Sultan Nevruz’a giderken bazı aileler çalgıcı da çağırır. Çalgıcılar çalar, zeybekler oynanır. Çocuklar top oyunları ve saklambaç gibi oyunlar oynarlar, ip atlarlar, salıncaklar kurulur... Sultan Nevruz’un olmazsa olmazlarından biri de uçurtmalardır. Çocuklar için yapılan veya satın alınan uçurtmalara yörede kasnaklı denilir. Tire’de her çocuğun kasnaklı ile ilgili bir anısı vardır. “Eski zamanlardan kalma bir adet vardır: Uçurtmaların kuyruğuna ortası delikli jiletlerden bağlardık. Uçurtmalarımız havada süzülürken diğer çocukların ipini kesmeye ve uçurtmalarını düşürmeye uğraşırdık. İp kesilip uçurtma düşüşe geçince “yağma” diye bağırırdık. Kim kaparsa onun olurdu. Ganimet sayılırdı” diye anlatıyor Tireli yaşlı bir delikanlı o günlere dair anılarını.

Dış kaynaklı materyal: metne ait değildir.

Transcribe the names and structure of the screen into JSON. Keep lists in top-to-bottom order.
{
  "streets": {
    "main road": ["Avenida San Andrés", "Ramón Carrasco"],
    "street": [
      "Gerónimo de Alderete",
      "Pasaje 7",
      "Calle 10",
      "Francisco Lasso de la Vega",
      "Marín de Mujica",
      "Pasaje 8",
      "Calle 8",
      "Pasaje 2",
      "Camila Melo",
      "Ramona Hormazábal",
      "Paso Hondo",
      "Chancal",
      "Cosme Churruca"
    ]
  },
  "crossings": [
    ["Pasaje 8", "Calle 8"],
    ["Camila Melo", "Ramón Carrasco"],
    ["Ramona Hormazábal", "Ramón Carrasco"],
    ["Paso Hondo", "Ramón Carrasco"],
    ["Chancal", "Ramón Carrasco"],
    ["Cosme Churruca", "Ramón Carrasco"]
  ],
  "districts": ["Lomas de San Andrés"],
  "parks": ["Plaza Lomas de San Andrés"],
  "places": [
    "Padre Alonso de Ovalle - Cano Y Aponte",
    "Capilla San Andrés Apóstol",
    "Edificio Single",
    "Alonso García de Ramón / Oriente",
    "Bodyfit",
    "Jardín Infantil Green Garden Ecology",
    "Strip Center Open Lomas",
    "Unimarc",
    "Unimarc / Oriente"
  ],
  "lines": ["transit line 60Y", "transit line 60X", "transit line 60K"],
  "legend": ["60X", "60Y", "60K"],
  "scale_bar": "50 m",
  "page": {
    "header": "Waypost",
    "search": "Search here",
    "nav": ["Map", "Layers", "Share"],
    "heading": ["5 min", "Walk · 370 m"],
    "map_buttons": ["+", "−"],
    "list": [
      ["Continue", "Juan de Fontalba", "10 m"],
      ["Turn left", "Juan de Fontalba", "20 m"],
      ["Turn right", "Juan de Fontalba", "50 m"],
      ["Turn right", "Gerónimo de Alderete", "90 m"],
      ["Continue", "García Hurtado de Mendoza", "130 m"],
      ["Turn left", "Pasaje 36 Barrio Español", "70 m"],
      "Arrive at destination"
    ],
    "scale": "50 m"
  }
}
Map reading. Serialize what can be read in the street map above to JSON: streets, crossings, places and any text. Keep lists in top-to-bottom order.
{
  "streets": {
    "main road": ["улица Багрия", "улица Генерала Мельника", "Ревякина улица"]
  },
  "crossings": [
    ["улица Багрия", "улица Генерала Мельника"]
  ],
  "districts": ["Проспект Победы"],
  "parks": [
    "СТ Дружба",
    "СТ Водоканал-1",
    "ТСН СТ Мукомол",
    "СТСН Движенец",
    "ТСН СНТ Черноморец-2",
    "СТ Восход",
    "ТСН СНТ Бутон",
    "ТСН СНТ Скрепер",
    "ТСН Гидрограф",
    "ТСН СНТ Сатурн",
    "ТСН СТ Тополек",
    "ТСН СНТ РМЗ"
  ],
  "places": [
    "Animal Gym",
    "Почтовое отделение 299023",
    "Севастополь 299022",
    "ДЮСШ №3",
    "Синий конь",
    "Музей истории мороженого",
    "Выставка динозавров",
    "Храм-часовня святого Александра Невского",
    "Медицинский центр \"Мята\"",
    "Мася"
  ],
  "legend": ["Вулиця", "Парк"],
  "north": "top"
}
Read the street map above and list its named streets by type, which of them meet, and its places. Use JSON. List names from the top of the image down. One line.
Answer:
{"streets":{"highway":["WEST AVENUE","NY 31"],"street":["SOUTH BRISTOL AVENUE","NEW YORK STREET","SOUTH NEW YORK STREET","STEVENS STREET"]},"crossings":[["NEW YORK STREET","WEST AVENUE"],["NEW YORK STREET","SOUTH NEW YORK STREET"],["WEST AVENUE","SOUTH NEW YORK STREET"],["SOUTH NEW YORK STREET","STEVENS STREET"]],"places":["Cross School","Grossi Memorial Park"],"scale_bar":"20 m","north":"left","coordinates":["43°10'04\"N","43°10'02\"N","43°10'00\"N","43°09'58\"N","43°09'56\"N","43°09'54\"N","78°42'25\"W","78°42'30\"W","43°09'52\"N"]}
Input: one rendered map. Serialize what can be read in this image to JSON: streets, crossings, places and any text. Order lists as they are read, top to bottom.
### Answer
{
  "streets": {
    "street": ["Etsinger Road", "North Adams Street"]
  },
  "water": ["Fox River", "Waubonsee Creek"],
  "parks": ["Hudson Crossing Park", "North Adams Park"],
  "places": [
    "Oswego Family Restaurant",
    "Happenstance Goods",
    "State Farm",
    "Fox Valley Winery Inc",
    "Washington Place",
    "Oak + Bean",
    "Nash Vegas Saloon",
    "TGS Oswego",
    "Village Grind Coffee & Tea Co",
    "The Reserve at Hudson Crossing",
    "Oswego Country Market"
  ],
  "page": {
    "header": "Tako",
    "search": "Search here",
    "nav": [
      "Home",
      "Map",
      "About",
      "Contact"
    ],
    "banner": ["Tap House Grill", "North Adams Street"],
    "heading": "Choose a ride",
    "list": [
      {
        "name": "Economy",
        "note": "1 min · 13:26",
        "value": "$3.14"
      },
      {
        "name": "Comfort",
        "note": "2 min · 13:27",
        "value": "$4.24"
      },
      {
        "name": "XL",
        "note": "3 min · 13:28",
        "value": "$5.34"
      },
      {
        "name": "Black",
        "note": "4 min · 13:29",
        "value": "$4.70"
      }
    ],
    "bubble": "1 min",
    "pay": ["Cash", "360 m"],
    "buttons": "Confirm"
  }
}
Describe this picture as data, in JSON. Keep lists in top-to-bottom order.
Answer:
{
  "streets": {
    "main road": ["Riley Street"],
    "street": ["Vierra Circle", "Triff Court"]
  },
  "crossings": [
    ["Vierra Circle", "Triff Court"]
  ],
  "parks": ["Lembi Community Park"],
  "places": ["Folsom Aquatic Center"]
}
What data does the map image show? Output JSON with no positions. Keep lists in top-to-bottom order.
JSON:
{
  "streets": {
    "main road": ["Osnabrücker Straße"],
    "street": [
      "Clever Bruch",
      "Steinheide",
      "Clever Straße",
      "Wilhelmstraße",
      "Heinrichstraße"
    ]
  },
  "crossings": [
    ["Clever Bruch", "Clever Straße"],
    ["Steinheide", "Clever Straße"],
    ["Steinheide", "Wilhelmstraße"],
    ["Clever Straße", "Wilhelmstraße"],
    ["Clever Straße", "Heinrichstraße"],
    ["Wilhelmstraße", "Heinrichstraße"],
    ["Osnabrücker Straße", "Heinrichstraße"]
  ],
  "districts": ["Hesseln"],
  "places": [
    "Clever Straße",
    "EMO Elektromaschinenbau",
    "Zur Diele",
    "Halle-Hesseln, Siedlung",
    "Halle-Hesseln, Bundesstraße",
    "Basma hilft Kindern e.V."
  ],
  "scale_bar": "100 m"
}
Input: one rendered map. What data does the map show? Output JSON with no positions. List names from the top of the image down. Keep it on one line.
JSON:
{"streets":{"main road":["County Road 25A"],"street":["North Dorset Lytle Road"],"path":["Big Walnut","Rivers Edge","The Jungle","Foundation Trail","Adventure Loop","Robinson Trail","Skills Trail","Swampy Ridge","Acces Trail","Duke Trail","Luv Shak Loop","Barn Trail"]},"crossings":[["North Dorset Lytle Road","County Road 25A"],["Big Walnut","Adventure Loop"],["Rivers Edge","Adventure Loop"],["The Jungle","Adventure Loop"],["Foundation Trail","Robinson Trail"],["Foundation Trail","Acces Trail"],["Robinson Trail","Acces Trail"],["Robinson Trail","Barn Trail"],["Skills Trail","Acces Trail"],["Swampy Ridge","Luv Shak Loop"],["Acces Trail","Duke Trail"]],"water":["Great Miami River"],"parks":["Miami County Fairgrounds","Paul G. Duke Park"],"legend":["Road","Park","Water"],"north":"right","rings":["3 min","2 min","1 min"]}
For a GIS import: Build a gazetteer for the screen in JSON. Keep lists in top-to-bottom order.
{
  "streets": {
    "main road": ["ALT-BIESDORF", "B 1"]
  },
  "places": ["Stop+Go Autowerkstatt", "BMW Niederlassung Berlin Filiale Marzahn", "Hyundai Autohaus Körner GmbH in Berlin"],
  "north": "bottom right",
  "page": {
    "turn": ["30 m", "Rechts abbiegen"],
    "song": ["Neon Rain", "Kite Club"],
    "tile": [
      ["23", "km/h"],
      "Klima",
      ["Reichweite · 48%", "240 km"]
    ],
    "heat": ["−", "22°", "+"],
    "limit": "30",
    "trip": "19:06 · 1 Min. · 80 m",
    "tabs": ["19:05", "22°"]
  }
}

Sultan Nevruz’da Balım Sultan’da toplanan insanlar, yemyeşil kırlarda tabiatın uyanışıyla güç toplayıp adeta kendilerini yenilerler. Bir arada olmanın hazzını duyup hoşgörü ortamında sevinç içinde olurlar. Doğadan ve birbirlerinden zarar değil yarar görmenin yollarını keşfederler. Birlik, yardımlaşma ve dayanışma duyguları güçlenir. Dağları, vadileri kaplayan bu kutlamalar insanın insana ve doğaya sevgisini, saygısını ve emeğini sergilediği, medeni dünyanın arzuladığı görüntüler değil midir?